"""
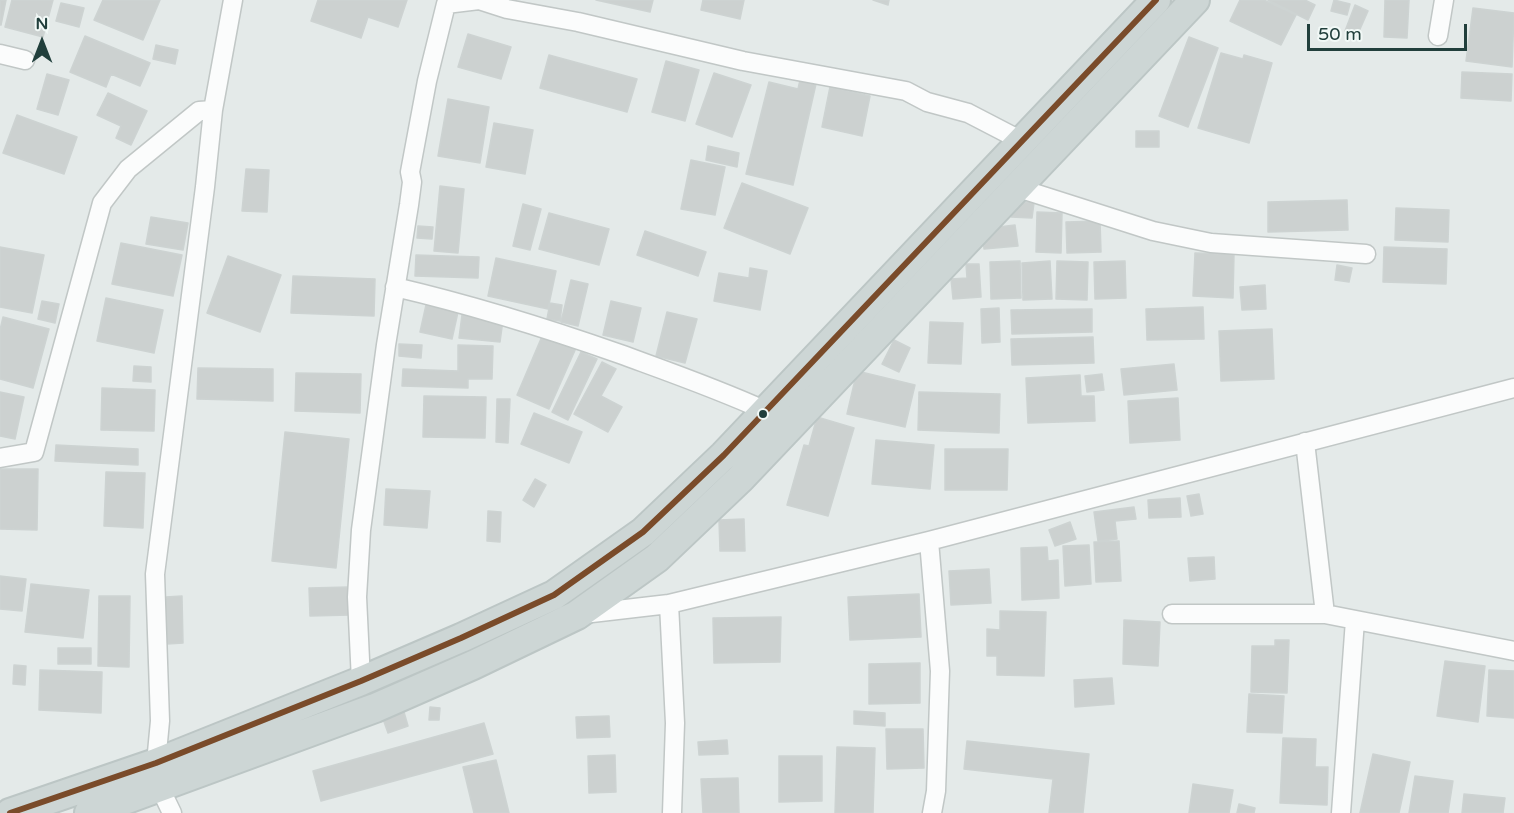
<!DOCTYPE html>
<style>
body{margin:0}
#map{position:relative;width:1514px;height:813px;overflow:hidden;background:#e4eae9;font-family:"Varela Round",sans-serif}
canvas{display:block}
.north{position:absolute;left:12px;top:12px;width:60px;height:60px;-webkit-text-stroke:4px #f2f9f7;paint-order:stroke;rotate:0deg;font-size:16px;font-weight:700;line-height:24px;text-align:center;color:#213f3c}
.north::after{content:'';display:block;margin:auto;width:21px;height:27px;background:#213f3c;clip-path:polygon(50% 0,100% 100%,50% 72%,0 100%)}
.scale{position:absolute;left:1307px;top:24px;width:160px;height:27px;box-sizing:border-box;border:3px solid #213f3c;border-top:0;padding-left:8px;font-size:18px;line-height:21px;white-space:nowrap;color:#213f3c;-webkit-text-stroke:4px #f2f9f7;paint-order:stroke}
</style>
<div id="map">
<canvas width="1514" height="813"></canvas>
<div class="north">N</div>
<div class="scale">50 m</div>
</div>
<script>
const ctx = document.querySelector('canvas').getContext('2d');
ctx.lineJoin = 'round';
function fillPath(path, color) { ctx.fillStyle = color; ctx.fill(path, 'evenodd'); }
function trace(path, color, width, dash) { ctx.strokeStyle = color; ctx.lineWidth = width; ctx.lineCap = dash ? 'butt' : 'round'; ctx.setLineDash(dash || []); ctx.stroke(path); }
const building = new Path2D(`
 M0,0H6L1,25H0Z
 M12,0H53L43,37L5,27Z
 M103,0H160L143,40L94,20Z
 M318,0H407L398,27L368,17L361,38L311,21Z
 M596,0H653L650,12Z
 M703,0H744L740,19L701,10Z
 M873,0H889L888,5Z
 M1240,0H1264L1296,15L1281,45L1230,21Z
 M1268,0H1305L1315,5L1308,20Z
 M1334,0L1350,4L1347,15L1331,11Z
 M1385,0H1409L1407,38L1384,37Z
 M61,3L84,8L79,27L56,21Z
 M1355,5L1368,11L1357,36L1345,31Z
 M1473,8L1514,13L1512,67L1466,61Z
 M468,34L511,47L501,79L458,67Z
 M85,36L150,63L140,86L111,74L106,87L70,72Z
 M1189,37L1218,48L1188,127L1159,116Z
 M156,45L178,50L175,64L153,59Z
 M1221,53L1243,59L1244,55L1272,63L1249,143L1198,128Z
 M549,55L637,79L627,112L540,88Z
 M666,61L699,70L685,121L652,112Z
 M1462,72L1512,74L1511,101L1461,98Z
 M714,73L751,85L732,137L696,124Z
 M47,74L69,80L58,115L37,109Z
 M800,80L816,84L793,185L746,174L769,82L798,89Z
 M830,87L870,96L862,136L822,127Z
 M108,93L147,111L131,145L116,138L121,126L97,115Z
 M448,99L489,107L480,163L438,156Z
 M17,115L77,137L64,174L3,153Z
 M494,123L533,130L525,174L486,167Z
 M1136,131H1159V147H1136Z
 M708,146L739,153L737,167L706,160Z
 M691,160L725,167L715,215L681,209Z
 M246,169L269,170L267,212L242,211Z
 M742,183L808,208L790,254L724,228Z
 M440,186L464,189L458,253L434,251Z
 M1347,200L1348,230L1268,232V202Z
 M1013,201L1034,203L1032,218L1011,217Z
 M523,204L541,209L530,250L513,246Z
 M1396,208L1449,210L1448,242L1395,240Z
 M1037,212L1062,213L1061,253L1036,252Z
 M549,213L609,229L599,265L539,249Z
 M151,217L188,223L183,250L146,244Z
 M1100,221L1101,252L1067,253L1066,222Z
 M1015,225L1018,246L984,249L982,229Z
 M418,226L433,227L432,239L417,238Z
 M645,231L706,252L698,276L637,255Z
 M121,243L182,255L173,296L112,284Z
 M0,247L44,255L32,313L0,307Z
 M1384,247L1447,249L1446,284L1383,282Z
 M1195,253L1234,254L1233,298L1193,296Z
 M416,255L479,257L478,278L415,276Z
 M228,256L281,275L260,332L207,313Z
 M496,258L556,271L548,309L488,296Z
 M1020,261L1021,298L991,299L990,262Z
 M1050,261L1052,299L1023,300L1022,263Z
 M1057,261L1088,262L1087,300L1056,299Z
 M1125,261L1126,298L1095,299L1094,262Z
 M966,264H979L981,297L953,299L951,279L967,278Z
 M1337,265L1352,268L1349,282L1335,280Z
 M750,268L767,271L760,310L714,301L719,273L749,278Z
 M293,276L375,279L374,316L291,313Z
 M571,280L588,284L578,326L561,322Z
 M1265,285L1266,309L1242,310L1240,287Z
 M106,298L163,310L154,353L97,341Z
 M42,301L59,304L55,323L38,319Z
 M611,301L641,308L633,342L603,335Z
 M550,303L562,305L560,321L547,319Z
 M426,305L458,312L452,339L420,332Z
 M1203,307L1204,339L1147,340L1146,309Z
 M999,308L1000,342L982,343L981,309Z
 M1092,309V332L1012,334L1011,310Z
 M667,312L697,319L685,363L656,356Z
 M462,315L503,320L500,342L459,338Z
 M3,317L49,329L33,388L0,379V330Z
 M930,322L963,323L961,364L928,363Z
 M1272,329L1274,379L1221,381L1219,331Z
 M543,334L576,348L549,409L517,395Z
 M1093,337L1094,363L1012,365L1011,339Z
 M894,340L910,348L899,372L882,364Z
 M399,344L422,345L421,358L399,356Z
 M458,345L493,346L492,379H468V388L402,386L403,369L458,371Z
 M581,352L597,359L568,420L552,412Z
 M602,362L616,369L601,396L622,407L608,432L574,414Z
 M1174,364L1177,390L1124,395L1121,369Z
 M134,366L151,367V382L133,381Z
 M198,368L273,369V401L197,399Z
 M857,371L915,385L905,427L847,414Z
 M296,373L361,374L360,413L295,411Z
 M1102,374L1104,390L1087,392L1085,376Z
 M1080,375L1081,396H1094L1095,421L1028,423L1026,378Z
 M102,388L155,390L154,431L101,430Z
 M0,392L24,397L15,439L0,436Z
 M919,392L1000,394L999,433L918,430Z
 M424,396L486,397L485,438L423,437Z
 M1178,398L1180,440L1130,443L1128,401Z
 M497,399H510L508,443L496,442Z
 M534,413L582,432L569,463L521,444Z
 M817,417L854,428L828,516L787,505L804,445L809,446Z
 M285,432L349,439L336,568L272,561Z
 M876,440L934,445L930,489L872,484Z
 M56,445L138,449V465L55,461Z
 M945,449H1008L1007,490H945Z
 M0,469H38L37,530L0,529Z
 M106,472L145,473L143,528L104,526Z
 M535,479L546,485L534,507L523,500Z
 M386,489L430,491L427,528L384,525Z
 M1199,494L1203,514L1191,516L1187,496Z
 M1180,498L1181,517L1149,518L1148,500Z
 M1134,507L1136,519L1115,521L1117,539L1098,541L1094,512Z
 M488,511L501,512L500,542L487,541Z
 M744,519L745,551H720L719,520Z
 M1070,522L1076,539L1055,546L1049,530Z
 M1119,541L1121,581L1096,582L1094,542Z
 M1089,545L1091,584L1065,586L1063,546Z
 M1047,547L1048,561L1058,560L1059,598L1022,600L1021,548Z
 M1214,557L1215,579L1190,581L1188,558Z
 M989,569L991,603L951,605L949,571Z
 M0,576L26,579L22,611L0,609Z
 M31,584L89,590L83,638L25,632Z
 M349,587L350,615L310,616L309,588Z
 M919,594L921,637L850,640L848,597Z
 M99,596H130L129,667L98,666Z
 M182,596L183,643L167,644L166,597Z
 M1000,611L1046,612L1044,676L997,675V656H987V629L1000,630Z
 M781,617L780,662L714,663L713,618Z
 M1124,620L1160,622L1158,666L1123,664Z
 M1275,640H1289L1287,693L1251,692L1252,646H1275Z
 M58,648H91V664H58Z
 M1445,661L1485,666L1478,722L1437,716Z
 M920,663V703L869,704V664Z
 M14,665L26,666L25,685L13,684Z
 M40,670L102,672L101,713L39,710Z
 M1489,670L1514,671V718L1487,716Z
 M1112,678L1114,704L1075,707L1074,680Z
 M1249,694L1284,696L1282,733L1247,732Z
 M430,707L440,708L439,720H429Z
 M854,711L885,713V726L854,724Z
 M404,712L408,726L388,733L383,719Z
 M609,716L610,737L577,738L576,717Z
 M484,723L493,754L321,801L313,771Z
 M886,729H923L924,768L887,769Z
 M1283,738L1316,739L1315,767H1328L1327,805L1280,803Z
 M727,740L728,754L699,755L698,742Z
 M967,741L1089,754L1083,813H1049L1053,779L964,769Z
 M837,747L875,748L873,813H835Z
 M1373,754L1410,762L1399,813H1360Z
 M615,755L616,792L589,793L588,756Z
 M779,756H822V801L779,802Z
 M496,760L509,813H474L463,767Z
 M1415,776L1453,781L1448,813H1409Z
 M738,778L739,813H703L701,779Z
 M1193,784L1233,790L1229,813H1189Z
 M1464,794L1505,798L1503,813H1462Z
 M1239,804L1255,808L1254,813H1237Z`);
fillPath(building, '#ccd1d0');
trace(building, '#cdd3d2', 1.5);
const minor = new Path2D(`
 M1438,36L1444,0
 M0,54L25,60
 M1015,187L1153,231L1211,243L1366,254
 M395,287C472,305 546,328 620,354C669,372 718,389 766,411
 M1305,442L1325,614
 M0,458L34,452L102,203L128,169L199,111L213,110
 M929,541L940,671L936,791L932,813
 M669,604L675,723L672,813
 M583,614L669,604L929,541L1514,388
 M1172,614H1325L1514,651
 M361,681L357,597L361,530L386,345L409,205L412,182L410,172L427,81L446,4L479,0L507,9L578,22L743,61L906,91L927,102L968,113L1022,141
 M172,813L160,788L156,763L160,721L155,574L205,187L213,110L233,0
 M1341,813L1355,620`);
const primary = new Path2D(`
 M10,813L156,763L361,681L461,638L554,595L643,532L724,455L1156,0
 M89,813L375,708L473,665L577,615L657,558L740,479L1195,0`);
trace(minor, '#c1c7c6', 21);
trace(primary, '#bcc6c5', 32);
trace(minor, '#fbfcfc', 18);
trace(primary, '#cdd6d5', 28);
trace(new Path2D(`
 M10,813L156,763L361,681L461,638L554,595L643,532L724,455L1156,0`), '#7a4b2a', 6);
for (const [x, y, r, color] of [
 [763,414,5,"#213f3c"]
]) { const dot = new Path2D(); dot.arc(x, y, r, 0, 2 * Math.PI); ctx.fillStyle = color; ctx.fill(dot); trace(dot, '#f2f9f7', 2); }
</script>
"""
"""
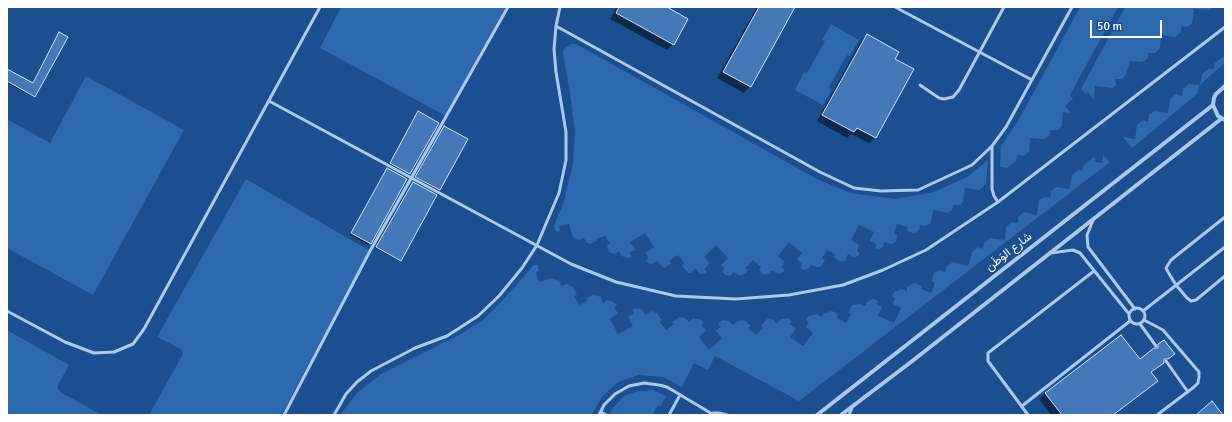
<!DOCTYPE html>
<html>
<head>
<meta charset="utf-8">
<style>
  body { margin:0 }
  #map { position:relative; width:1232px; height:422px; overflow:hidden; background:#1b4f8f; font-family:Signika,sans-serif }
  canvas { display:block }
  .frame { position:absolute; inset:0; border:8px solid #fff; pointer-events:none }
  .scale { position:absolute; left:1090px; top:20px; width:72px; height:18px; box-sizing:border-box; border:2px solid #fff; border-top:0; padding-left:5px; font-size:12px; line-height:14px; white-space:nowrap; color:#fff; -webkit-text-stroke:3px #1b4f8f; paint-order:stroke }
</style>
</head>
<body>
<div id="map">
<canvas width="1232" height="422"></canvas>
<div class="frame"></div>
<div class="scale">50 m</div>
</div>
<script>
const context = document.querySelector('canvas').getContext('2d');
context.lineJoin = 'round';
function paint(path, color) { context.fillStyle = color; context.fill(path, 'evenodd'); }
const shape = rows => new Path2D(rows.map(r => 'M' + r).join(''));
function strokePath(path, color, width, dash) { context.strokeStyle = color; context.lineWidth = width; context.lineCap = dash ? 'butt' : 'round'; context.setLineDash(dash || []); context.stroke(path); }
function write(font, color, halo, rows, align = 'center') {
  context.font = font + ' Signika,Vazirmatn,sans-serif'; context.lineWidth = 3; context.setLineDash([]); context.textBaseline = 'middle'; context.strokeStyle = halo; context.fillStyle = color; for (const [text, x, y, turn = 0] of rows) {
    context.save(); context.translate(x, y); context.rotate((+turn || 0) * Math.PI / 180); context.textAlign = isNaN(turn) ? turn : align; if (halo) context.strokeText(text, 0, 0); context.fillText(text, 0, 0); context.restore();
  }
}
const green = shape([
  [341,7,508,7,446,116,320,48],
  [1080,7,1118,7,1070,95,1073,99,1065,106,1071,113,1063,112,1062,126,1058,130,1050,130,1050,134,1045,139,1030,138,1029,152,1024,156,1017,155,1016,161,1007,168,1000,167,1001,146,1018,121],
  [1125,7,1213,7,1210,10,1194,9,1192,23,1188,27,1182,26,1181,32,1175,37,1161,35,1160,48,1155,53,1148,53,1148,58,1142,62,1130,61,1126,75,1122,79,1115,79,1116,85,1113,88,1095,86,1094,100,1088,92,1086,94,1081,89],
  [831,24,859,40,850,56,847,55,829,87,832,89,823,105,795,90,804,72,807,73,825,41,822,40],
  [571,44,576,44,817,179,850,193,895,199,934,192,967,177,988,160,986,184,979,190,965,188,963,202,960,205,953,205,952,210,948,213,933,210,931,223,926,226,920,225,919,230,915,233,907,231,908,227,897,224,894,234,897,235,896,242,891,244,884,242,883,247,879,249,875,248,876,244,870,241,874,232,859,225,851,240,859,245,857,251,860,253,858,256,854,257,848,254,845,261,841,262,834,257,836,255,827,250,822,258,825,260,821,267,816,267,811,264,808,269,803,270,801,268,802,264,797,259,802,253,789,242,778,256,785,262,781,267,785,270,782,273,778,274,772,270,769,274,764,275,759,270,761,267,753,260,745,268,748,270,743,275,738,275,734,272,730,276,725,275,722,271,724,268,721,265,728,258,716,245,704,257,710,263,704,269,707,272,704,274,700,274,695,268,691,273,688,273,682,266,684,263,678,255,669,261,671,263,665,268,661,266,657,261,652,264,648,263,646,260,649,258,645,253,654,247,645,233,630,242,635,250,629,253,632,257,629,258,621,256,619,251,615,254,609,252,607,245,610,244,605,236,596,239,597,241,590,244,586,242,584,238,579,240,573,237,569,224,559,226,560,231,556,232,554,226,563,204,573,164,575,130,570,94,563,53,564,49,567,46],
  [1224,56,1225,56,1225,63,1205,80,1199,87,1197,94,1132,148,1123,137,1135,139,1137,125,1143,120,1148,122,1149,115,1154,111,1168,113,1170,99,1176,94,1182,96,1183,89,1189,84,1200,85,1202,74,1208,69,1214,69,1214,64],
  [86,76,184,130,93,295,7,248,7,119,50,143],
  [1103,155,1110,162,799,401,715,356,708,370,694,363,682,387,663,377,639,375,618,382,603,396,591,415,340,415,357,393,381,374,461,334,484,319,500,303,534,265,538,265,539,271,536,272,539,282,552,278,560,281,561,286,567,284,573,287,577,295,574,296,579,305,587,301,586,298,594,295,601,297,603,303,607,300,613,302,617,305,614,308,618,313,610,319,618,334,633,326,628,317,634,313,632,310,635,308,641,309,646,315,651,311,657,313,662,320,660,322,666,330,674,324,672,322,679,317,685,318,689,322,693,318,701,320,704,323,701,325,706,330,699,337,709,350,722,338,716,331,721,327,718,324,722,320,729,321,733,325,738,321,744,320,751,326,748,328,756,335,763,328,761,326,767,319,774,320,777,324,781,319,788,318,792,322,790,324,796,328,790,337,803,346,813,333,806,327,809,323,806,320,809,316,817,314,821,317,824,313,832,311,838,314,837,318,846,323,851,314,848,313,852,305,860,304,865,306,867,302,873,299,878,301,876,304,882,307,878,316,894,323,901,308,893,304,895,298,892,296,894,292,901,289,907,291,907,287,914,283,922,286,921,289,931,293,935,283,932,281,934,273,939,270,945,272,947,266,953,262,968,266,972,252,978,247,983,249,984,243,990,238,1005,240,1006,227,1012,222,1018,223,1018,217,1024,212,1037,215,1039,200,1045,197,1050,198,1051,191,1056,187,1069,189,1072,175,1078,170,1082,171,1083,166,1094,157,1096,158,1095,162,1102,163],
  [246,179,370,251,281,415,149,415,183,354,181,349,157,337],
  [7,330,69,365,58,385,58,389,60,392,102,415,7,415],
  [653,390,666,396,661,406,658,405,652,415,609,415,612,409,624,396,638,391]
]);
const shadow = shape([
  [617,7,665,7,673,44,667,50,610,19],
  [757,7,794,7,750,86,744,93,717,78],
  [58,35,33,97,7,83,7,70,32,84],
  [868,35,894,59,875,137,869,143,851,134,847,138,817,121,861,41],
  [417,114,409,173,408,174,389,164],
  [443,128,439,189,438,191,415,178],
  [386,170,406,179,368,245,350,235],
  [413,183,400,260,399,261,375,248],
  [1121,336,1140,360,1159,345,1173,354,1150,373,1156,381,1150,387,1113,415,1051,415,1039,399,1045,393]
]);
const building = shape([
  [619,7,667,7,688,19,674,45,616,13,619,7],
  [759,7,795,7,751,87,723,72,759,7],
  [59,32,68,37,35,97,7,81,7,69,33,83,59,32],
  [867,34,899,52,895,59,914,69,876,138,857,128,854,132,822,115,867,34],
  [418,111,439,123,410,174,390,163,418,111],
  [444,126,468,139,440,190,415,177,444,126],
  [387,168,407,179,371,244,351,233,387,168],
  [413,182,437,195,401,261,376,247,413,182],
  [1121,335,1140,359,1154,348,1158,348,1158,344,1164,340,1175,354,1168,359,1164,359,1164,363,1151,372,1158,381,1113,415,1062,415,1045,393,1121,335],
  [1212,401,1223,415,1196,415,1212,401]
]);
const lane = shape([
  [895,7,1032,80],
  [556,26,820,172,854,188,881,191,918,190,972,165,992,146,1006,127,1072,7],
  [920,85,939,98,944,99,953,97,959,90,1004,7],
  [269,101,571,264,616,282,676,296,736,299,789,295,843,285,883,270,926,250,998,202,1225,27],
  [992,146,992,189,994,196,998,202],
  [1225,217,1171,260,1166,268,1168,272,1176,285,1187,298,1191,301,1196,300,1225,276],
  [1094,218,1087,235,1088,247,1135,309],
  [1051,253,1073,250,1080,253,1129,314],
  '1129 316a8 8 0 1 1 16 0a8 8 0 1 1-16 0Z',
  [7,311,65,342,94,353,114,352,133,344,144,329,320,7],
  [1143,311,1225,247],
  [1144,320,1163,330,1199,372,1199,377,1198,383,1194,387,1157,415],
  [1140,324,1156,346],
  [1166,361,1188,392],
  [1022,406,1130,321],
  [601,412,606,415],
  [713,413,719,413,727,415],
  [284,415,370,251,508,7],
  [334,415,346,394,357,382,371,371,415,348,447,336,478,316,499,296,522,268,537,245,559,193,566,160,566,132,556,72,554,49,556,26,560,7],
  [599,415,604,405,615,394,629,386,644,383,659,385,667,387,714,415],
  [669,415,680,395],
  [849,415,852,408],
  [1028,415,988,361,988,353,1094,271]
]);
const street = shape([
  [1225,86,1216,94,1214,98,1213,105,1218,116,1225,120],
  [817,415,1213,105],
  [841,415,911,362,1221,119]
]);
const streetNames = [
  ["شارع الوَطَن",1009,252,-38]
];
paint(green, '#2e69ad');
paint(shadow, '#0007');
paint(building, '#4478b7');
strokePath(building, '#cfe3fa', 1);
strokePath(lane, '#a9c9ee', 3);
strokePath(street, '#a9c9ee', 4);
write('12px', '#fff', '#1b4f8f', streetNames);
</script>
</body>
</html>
"""
# What you have to do
Return, from the entries, each line that holds "canvas".

# Result of the task
canvas{display:block}
<canvas width="1514" height="813"></canvas>
const ctx = document.querySelector('canvas').getContext('2d');
  canvas { display:block }
<canvas width="1232" height="422"></canvas>
const context = document.querySelector('canvas').getContext('2d');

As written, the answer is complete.